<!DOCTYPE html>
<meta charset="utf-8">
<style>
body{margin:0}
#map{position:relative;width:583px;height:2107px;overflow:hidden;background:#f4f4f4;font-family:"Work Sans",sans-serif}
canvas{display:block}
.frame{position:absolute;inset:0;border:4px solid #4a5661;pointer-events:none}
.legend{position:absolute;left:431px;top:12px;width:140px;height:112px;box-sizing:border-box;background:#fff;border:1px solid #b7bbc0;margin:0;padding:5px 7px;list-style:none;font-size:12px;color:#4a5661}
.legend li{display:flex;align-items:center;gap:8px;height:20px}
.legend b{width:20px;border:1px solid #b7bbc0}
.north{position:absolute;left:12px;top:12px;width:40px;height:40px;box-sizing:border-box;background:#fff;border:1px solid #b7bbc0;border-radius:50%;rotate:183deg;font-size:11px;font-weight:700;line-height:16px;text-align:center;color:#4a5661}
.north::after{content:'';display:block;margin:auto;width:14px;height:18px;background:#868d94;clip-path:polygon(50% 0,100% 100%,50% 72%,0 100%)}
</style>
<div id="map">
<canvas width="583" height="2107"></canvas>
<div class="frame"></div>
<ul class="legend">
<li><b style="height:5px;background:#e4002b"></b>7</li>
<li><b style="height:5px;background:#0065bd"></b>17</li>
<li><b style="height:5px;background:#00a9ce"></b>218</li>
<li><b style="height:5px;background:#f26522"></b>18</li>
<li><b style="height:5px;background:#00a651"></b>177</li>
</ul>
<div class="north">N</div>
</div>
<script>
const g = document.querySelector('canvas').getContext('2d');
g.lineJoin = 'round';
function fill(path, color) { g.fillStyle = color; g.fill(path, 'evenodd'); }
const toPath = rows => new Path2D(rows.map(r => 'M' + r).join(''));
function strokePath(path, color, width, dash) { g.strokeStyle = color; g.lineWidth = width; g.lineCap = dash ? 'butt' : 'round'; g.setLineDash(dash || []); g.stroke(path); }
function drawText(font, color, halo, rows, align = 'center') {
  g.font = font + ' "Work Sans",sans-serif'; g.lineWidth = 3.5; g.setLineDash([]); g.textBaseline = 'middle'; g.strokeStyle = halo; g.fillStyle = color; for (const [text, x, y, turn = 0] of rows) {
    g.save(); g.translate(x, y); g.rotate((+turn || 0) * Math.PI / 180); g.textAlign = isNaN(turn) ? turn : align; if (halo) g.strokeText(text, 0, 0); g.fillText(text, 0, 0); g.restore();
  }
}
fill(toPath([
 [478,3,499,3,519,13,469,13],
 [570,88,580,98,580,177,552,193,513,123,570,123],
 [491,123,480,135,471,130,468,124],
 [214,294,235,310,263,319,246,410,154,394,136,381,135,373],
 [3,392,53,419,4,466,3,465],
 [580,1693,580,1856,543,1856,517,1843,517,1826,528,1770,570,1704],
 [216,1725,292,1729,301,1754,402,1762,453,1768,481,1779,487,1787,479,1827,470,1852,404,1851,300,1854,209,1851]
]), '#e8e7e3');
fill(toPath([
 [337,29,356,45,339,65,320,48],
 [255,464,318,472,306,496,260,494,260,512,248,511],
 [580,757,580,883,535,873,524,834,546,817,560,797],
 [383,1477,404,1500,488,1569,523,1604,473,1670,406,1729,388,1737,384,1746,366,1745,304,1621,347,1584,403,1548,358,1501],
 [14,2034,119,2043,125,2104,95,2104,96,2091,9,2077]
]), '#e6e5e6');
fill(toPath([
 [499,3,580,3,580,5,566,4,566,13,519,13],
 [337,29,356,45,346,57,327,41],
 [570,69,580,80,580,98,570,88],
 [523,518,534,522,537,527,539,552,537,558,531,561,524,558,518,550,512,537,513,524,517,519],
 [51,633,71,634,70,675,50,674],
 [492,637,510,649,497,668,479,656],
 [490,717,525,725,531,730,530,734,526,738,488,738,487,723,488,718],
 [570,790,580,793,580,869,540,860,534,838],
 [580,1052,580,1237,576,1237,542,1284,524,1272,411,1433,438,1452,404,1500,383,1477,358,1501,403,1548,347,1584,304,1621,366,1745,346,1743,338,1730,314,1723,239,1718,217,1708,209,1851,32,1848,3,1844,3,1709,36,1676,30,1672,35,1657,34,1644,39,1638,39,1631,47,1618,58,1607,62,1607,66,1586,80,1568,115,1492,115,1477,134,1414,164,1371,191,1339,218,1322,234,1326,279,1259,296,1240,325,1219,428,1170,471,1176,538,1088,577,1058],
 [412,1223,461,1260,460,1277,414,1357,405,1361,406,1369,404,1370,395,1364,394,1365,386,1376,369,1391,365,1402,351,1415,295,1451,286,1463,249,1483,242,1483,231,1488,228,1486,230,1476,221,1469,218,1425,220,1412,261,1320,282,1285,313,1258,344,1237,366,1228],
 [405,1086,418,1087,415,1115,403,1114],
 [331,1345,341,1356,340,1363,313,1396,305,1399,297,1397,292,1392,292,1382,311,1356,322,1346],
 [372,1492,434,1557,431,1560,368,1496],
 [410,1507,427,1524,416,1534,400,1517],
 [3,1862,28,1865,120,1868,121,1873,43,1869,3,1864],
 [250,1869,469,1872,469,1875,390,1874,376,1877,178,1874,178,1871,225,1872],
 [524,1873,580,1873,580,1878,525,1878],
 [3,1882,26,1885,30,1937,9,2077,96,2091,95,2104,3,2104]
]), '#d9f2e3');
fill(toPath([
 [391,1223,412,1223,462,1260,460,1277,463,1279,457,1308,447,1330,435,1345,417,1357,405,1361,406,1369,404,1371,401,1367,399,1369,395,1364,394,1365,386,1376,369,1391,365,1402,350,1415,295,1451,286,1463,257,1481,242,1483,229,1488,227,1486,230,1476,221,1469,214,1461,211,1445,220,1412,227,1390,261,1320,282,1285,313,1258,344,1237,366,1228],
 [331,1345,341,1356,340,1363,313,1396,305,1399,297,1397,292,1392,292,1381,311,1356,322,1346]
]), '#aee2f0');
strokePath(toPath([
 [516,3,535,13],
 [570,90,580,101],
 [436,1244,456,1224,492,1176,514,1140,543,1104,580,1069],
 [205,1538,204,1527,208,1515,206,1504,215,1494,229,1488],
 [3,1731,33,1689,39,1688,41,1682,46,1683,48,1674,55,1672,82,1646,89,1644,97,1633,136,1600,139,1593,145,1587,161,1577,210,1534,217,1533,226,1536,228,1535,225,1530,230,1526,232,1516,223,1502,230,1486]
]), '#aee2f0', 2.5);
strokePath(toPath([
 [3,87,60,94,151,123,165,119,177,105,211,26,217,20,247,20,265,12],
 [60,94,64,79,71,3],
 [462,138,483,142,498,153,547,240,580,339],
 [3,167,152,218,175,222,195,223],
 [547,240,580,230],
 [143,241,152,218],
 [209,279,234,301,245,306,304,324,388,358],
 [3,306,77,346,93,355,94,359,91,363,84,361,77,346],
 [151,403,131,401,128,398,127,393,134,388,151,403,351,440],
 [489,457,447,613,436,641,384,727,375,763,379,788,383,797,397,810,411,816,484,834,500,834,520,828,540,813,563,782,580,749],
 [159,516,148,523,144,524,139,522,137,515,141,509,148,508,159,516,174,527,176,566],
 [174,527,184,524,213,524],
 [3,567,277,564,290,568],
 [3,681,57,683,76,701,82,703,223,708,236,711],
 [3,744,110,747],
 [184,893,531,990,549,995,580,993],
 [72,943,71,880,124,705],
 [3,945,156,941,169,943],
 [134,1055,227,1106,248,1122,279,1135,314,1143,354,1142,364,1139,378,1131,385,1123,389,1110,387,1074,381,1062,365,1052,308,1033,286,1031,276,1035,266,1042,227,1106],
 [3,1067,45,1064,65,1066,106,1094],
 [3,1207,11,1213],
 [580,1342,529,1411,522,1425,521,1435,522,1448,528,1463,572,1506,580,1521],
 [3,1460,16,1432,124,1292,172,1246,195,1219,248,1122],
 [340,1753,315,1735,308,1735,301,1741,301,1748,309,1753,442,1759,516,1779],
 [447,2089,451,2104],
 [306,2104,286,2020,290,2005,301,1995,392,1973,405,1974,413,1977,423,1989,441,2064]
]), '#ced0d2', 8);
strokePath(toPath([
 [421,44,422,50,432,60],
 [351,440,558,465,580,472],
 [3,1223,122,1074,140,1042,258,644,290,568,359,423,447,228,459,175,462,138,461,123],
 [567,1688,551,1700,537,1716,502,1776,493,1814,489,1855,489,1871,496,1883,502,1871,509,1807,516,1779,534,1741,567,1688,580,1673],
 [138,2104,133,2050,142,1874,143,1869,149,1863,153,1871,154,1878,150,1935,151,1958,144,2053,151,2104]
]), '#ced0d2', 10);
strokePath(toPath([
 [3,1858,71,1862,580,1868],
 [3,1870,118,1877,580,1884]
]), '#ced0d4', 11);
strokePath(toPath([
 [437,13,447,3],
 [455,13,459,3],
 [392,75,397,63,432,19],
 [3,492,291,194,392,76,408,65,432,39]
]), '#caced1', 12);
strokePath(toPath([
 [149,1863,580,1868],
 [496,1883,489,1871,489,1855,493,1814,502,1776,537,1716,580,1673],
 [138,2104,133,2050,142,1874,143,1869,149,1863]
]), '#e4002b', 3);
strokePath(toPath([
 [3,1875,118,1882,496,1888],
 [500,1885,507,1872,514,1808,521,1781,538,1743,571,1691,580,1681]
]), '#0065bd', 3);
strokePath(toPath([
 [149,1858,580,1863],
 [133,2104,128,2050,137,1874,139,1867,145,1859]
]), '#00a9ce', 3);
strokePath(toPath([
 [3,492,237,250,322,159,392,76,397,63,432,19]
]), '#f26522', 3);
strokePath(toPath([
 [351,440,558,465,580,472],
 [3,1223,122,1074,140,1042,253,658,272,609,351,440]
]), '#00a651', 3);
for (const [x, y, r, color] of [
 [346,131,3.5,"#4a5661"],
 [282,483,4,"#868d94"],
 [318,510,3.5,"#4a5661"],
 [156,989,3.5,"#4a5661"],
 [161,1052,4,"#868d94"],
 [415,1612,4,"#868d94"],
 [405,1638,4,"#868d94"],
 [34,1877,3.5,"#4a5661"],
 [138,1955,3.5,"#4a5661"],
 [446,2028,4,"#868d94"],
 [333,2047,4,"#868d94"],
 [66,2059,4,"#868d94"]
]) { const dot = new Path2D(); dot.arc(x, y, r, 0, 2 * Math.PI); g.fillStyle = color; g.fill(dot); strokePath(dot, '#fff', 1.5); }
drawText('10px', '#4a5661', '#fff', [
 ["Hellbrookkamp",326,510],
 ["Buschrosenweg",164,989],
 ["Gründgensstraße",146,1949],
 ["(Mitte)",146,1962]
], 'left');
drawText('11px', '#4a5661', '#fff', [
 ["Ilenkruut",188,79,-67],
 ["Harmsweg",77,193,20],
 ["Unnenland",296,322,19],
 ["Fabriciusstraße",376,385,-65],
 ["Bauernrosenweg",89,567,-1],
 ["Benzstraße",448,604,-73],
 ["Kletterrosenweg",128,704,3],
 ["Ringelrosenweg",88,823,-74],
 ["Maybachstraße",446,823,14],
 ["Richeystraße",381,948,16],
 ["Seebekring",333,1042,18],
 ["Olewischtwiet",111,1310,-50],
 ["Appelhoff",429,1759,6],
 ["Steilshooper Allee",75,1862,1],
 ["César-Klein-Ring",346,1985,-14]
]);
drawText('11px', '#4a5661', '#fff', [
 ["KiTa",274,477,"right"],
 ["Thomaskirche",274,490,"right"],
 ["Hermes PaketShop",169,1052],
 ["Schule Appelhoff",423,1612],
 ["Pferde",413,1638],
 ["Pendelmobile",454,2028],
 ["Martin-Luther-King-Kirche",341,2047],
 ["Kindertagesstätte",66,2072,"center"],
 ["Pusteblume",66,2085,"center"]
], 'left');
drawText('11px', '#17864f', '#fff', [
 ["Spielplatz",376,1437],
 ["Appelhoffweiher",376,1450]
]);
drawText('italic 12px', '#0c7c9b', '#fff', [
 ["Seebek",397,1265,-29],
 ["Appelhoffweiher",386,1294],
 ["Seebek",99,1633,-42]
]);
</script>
··········
> _Work instruction_:
For every line of the records that has the word "solid" in it, make a copy.

> _Expected output_:
.frame{position:absolute;inset:0;border:4px solid #4a5661;pointer-events:none}
.legend{position:absolute;left:431px;top:12px;width:140px;height:112px;box-sizing:border-box;background:#fff;border:1px solid #b7bbc0;margin:0;padding:5px 7px;list-style:none;font-size:12px;color:#4a5661}
.legend b{width:20px;border:1px solid #b7bbc0}
.north{position:absolute;left:12px;top:12px;width:40px;height:40px;box-sizing:border-box;background:#fff;border:1px solid #b7bbc0;border-radius:50%;rotate:183deg;font-size:11px;font-weight:700;line-height:16px;text-align:center;color:#4a5661}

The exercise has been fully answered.